[LP] Tom The Lion – Sleep

Fraîchement arrivé, incandescent et faiseur de délicieuses nuances, « Sleep », premier album du Londonien Tom The Lion est l’énergie tamisée d’une émancipation juste et vaillante.

Tom The Lion - Sleep

Les minutes sont malignes. Elles représentent cette incroyable petitesse qui déclenche la suite des évènements, le catalyseur de tout engrenage manuel, visuel ou auditif. On ne s’en rend pas bien compte au début, trop polarisé sur ce qui se passe après. Les minutes déferlent à la hâte sans demander notre avis, traversent les heures, les jours et les mois, se dandinent fières et vaines, sans avoir le sentiment d’être plus ou moins fautives du temps qu’elles dépensent. Elles s’autosuffisent et avancent sans réfléchir aux conséquences de leurs actes.

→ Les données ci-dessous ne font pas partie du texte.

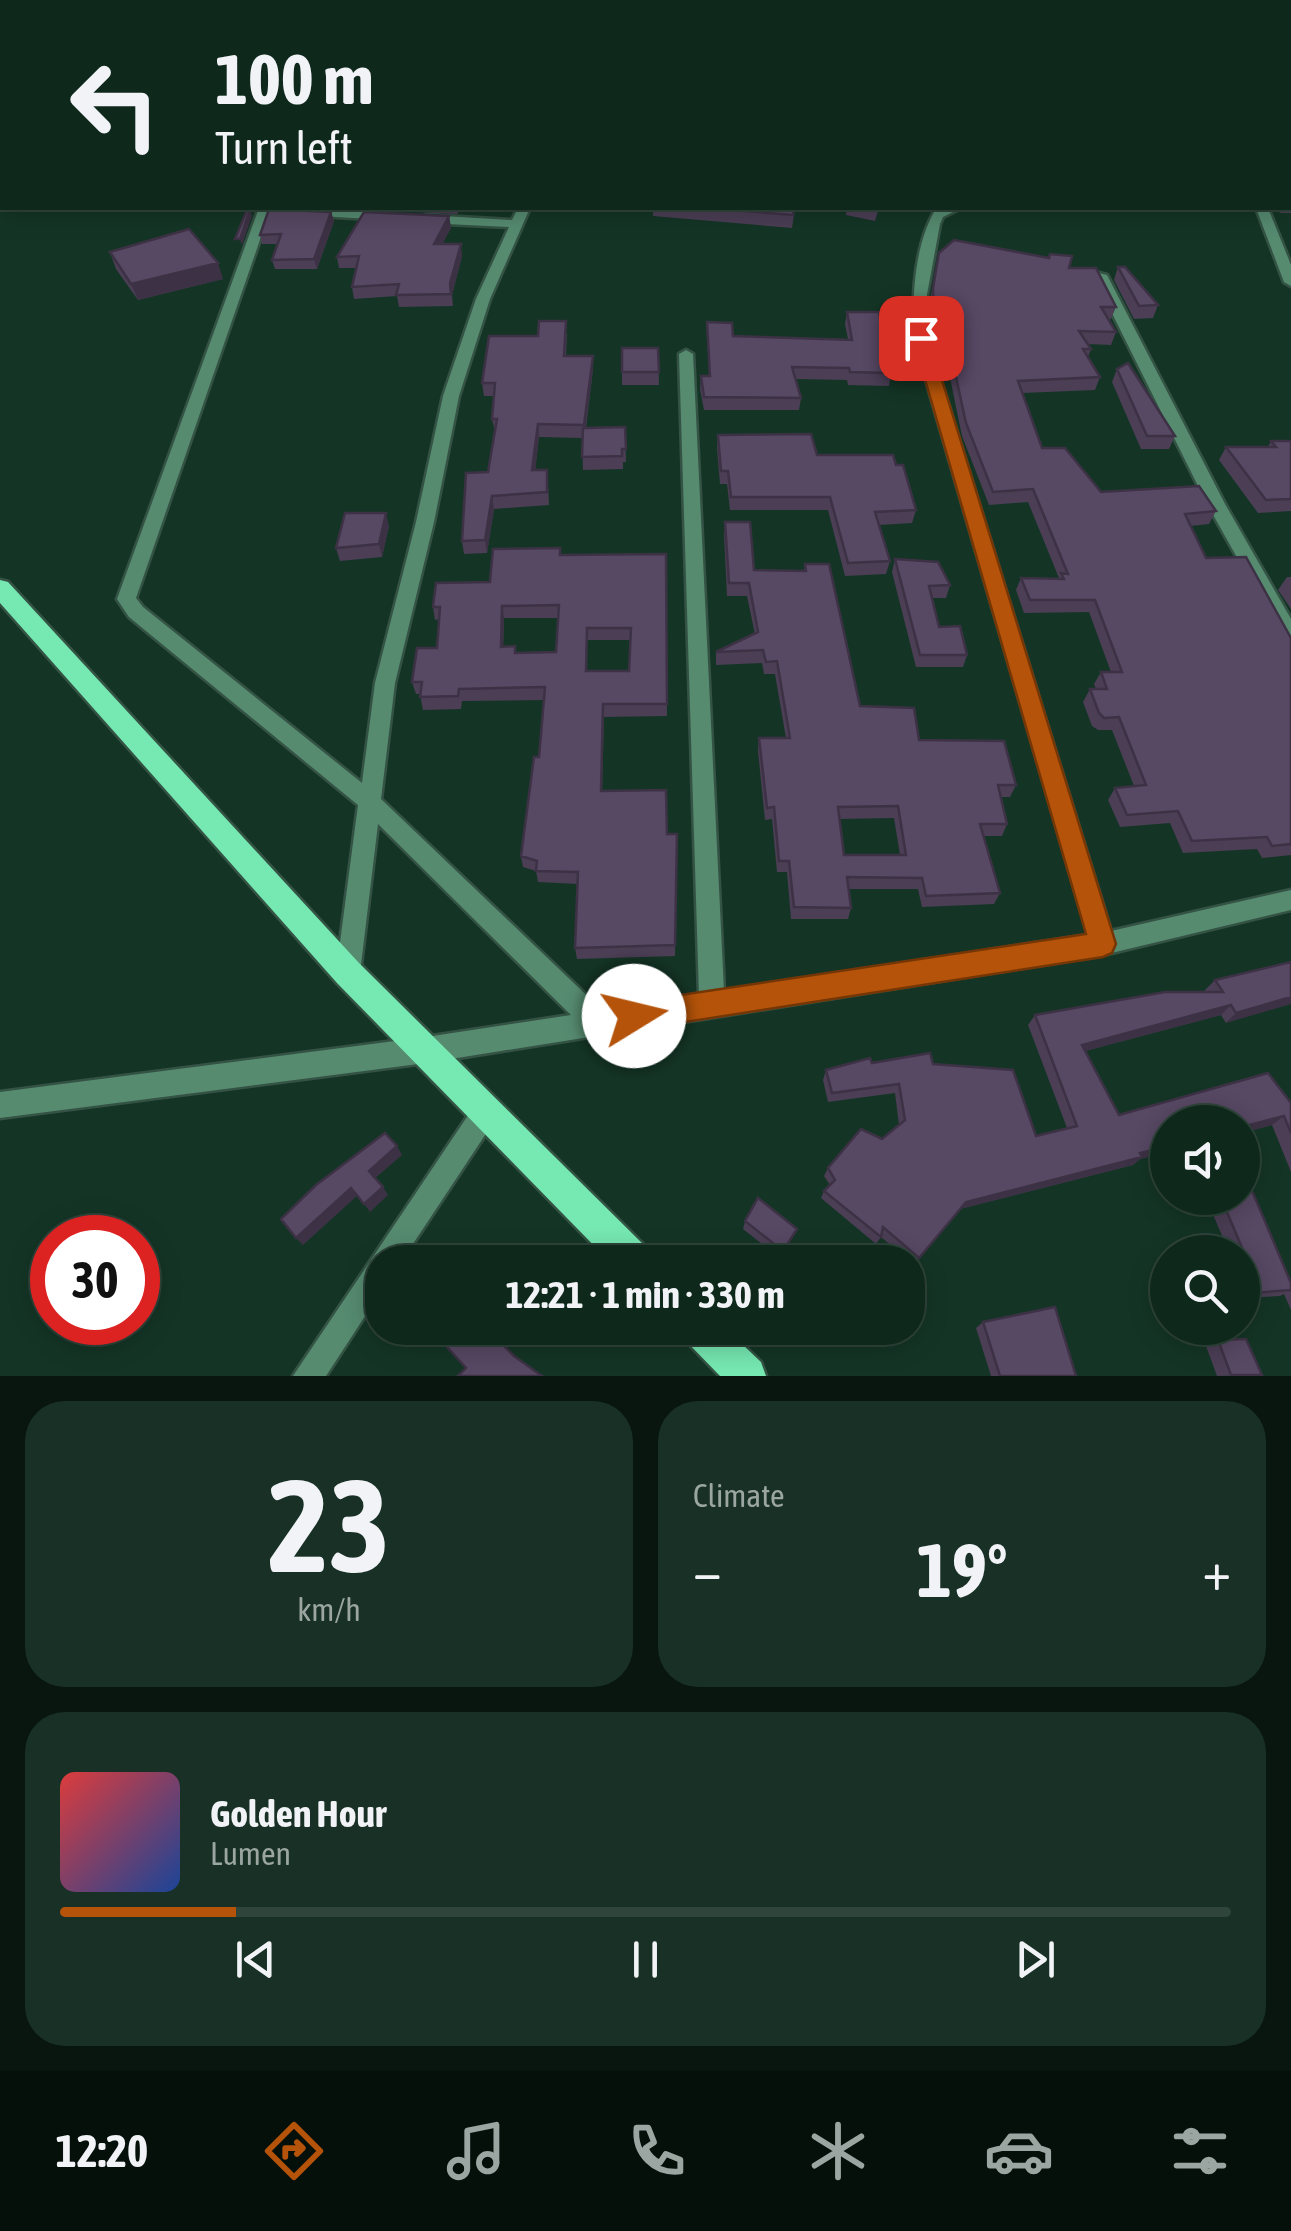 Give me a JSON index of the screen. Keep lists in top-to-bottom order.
{
  "page": {
    "turn": ["100 m", "Turn left"],
    "limit": "30",
    "trip": "12:21 · 1 min · 330 m",
    "tile": [
      ["23", "km/h"],
      "Climate"
    ],
    "heat": ["−", "19°", "+"],
    "song": ["Golden Hour", "Lumen"],
    "tabs": "12:20"
  }
} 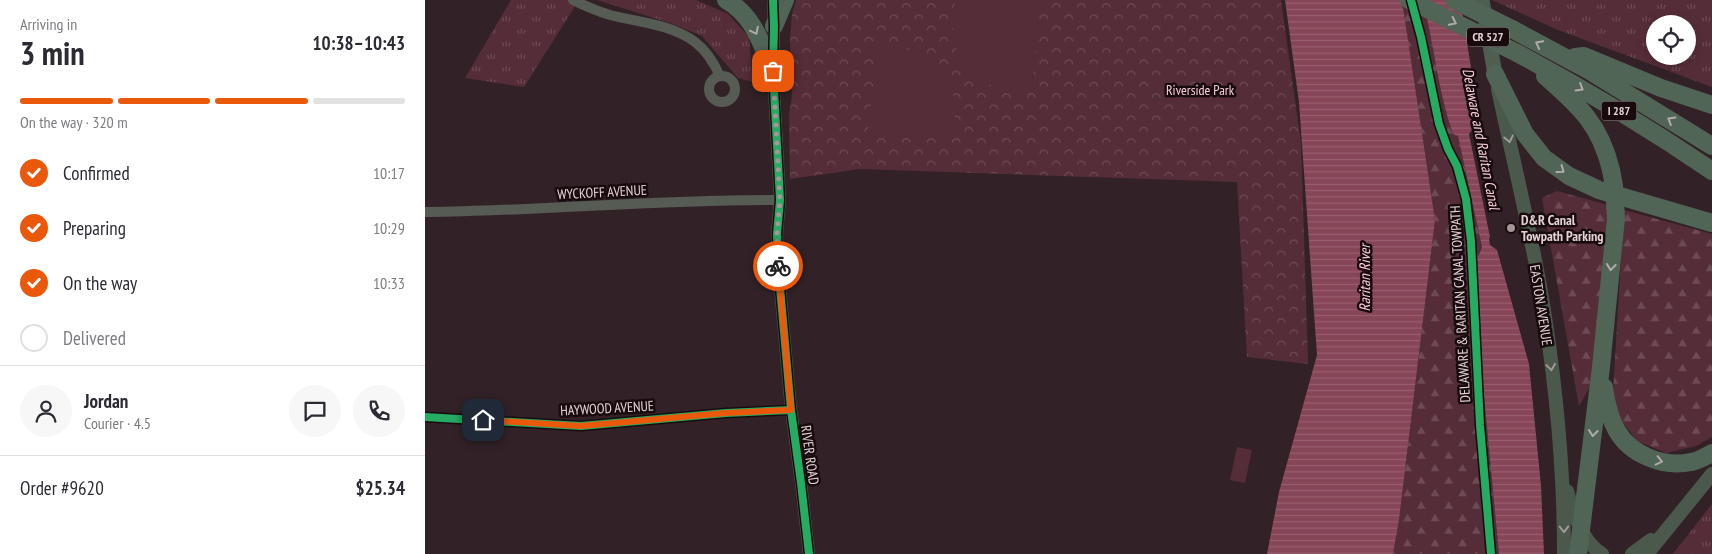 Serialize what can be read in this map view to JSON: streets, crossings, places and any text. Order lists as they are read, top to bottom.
{
  "streets": {
    "highway": ["I 287"],
    "main road": ["CR 527", "EASTON AVENUE"],
    "street": ["WYCKOFF AVENUE", "HAYWOOD AVENUE", "RIVER ROAD"],
    "cycle path": ["DELAWARE & RARITAN CANAL TOWPATH"]
  },
  "crossings": [
    ["WYCKOFF AVENUE", "RIVER ROAD"],
    ["HAYWOOD AVENUE", "RIVER ROAD"]
  ],
  "one_way": ["EASTON AVENUE"],
  "water": ["Delaware and Raritan Canal", "Raritan River"],
  "parks": ["Riverside Park"],
  "places": ["D&R Canal Towpath Parking"],
  "page": {
    "heading": ["3 min", "Arriving in", "10:38–10:43"],
    "panel": [
      "Jordan",
      "Courier · 4.5",
      "Order #9620",
      "$25.34"
    ],
    "bar": "On the way · 320 m",
    "list": [
      ["Confirmed", "10:17"],
      ["Preparing", "10:29"],
      ["On the way", "10:33"],
      "Delivered"
    ]
  }
} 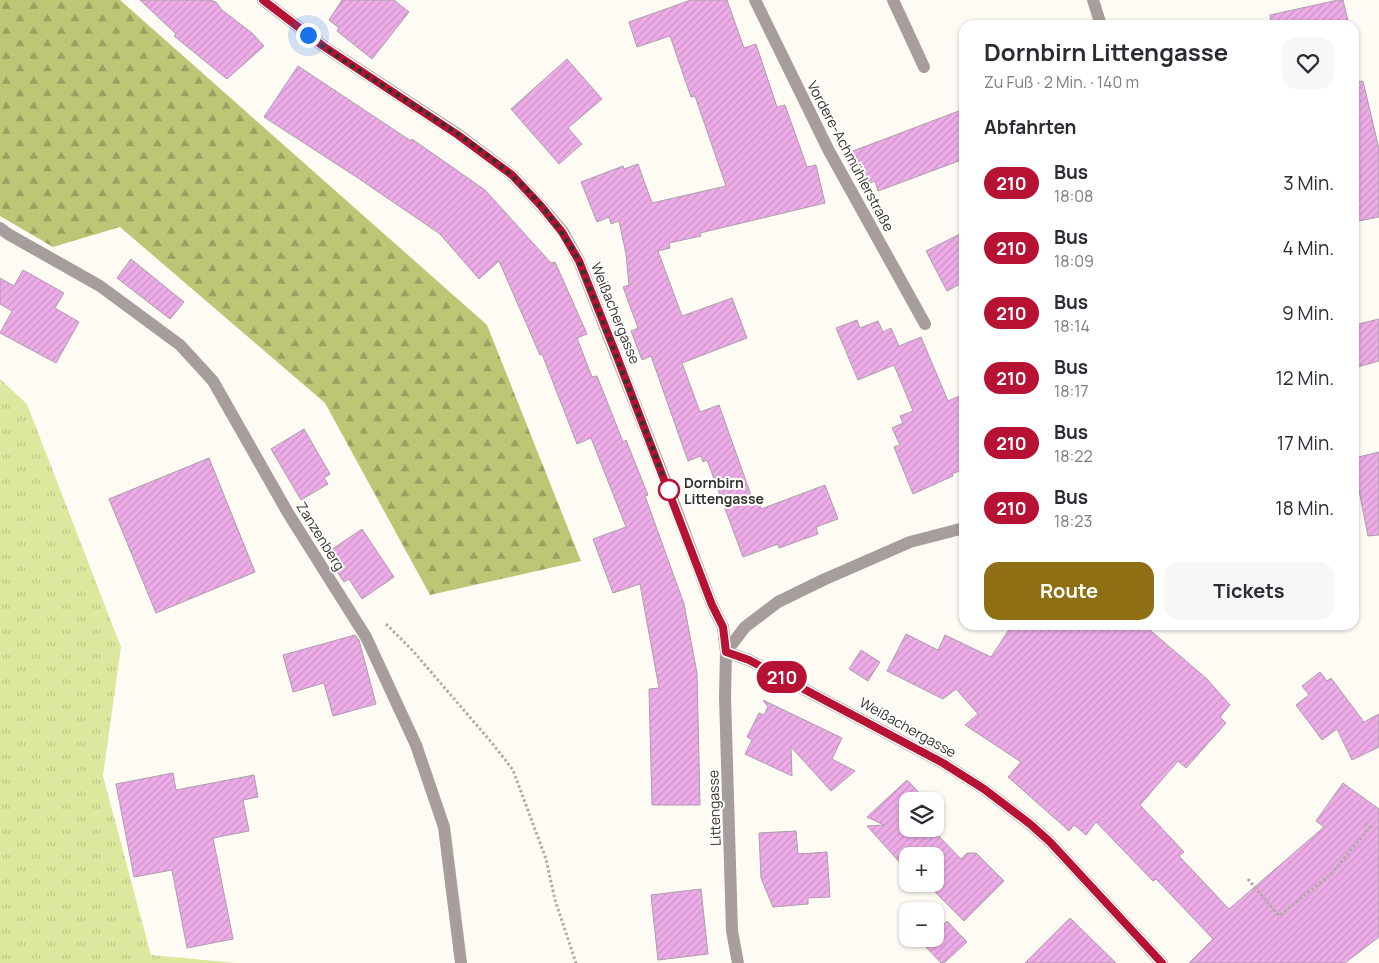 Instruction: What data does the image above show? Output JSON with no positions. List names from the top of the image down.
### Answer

Tom ne leur en veut pas, il est juste rudement culotté de les avoir arrêtées puis emprisonnées entre les cloisons de sa chambre, ses doigts délicieusement pris dans les touches et les cordes de ses machines à bruit. Il est évident que ce phénomène ne se contrôle pas. Mais on savoure secrètement les bienfaits surnaturels de cette bulle exclusivement dédiée à l’écriture, de cette entrave où la pensée est attisée et sereinement cultivée.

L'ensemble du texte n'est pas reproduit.